The problem is not only the number of groups, but the fact that the last alternative in your regex is optional (see ?
added right after it, and your regex demo). However, since Series.str.extract
returns the first match, your regex matches and returns the empty string at the start of the string if the match is not at the string start position.
It is best to use the well-known single alternative patterns to match any numbers with a single capturing group, e.g.

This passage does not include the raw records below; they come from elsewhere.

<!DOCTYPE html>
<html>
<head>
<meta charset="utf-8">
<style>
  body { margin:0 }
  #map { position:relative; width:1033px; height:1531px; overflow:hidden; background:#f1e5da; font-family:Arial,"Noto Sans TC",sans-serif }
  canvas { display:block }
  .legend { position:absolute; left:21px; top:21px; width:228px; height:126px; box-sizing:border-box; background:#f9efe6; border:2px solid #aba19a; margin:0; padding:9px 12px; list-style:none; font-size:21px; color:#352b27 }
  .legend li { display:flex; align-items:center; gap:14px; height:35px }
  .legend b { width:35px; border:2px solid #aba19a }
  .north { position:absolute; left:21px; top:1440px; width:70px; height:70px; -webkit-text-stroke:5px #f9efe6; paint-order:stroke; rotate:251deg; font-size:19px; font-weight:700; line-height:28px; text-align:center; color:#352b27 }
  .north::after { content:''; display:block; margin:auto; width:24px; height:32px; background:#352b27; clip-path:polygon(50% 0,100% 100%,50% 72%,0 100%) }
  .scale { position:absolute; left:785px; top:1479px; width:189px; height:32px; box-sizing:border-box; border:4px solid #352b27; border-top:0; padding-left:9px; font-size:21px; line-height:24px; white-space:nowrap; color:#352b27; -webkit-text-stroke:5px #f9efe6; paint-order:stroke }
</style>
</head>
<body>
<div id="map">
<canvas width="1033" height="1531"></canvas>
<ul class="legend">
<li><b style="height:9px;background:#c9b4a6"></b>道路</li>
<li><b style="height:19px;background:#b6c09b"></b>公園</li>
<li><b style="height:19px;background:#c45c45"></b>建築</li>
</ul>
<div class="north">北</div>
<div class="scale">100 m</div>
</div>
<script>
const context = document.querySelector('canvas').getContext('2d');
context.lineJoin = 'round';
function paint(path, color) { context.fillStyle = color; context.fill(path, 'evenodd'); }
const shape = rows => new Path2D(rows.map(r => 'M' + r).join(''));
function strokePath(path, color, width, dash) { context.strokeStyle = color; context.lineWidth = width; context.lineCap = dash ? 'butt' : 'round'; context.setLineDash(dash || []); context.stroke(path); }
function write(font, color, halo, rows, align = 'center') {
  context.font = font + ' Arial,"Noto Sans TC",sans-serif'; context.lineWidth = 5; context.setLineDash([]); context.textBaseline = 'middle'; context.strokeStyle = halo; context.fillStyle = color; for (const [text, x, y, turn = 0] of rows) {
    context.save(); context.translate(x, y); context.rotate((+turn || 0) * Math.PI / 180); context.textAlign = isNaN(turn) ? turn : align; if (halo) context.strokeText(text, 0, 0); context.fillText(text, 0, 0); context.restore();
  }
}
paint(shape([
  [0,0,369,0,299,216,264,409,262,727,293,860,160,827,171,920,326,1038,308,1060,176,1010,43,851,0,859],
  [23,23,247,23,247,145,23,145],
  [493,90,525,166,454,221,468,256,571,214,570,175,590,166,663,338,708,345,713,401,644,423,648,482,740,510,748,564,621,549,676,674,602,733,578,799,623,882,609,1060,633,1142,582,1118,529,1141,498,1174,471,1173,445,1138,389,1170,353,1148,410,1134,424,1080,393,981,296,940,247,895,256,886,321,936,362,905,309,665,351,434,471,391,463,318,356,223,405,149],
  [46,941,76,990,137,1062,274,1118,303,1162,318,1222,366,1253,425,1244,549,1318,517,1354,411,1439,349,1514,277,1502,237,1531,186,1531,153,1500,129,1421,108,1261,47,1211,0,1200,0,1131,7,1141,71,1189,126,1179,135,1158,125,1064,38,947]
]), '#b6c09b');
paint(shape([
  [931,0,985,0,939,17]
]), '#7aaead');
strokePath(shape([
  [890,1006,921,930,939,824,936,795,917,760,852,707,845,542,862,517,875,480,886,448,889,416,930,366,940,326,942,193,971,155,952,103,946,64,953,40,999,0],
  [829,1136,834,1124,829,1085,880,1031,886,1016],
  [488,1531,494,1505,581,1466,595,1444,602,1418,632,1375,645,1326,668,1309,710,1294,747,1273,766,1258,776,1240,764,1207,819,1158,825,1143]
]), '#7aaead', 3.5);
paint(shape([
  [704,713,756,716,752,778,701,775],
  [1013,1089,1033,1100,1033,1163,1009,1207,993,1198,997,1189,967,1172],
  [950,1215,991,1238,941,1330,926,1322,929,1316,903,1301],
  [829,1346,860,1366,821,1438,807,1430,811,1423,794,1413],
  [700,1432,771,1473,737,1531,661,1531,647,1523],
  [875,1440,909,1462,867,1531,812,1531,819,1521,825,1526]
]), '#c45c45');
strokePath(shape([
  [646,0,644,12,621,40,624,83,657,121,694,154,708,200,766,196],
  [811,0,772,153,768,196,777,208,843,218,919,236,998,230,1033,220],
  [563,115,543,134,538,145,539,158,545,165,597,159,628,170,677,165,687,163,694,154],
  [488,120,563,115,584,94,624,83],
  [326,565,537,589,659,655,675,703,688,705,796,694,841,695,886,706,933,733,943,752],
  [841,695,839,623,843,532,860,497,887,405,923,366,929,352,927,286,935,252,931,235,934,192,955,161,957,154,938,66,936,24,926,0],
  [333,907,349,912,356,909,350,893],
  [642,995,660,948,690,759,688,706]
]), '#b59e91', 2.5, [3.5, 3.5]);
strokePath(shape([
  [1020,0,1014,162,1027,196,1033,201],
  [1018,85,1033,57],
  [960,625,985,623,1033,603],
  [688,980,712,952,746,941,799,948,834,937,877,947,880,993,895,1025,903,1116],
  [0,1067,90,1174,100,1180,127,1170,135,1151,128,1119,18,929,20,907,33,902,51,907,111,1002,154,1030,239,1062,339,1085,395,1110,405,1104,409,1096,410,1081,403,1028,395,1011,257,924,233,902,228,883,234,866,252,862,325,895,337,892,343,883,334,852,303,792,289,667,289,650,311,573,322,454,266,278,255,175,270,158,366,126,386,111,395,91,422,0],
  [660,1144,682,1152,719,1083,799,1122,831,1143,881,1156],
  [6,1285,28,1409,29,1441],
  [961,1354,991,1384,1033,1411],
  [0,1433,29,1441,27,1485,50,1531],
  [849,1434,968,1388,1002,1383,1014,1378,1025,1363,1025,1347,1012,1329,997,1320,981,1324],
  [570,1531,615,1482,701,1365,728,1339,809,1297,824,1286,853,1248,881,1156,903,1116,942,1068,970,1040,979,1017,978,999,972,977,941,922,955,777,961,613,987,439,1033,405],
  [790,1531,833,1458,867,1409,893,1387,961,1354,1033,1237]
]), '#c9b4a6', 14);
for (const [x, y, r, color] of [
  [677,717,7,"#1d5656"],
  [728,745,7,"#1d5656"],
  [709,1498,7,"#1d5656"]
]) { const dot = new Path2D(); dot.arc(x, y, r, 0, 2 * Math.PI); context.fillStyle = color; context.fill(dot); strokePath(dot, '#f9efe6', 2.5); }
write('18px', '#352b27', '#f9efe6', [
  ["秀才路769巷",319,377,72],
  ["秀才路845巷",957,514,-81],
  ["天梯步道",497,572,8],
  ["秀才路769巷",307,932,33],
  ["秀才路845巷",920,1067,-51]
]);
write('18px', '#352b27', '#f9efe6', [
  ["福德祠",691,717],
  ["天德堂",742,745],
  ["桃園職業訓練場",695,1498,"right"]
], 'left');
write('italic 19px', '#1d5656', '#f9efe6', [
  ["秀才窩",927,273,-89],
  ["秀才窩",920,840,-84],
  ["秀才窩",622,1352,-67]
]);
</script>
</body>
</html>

df['col'].str.extract(r'((?:(?:\b[0-9]+)?\.)?\b[0-9]+(?:[eE][-+]?[0-9]+)?)\b').astype(float)
See Example Regexes to Match Common Programming Language Constructs.
Pandas test:
import pandas as pd
df = pd.DataFrame({'col':['EIV (5.11 gCO₂/t·nm)', 'EIV (5.11E+12 gCO₂/t·nm)']})
df['col'].str.extract(r'((?:(?:\b[0-9]+)?\.)?\b[0-9]+(?:[eE][-+]?[0-9]+)?)\b').astype(float)
# => 0
# 0 5.110000e+00
# 1 5.110000e+12
There also quite a lot of other such regex variations at Parsing scientific notation sensibly?, and you may also use r"([-+]?[0-9]*\.?[0-9]+(?:[eE][-+]?[0-9]+)?)"
, r"(-?\d+(?:\.\d*)?(?:[eE][+-]?\d+)?)"
, r"([+-]?(?:0|[1-9]\d*)(?:\.\d+)?(?:[eE][+-]?\d+)?)"
, etc.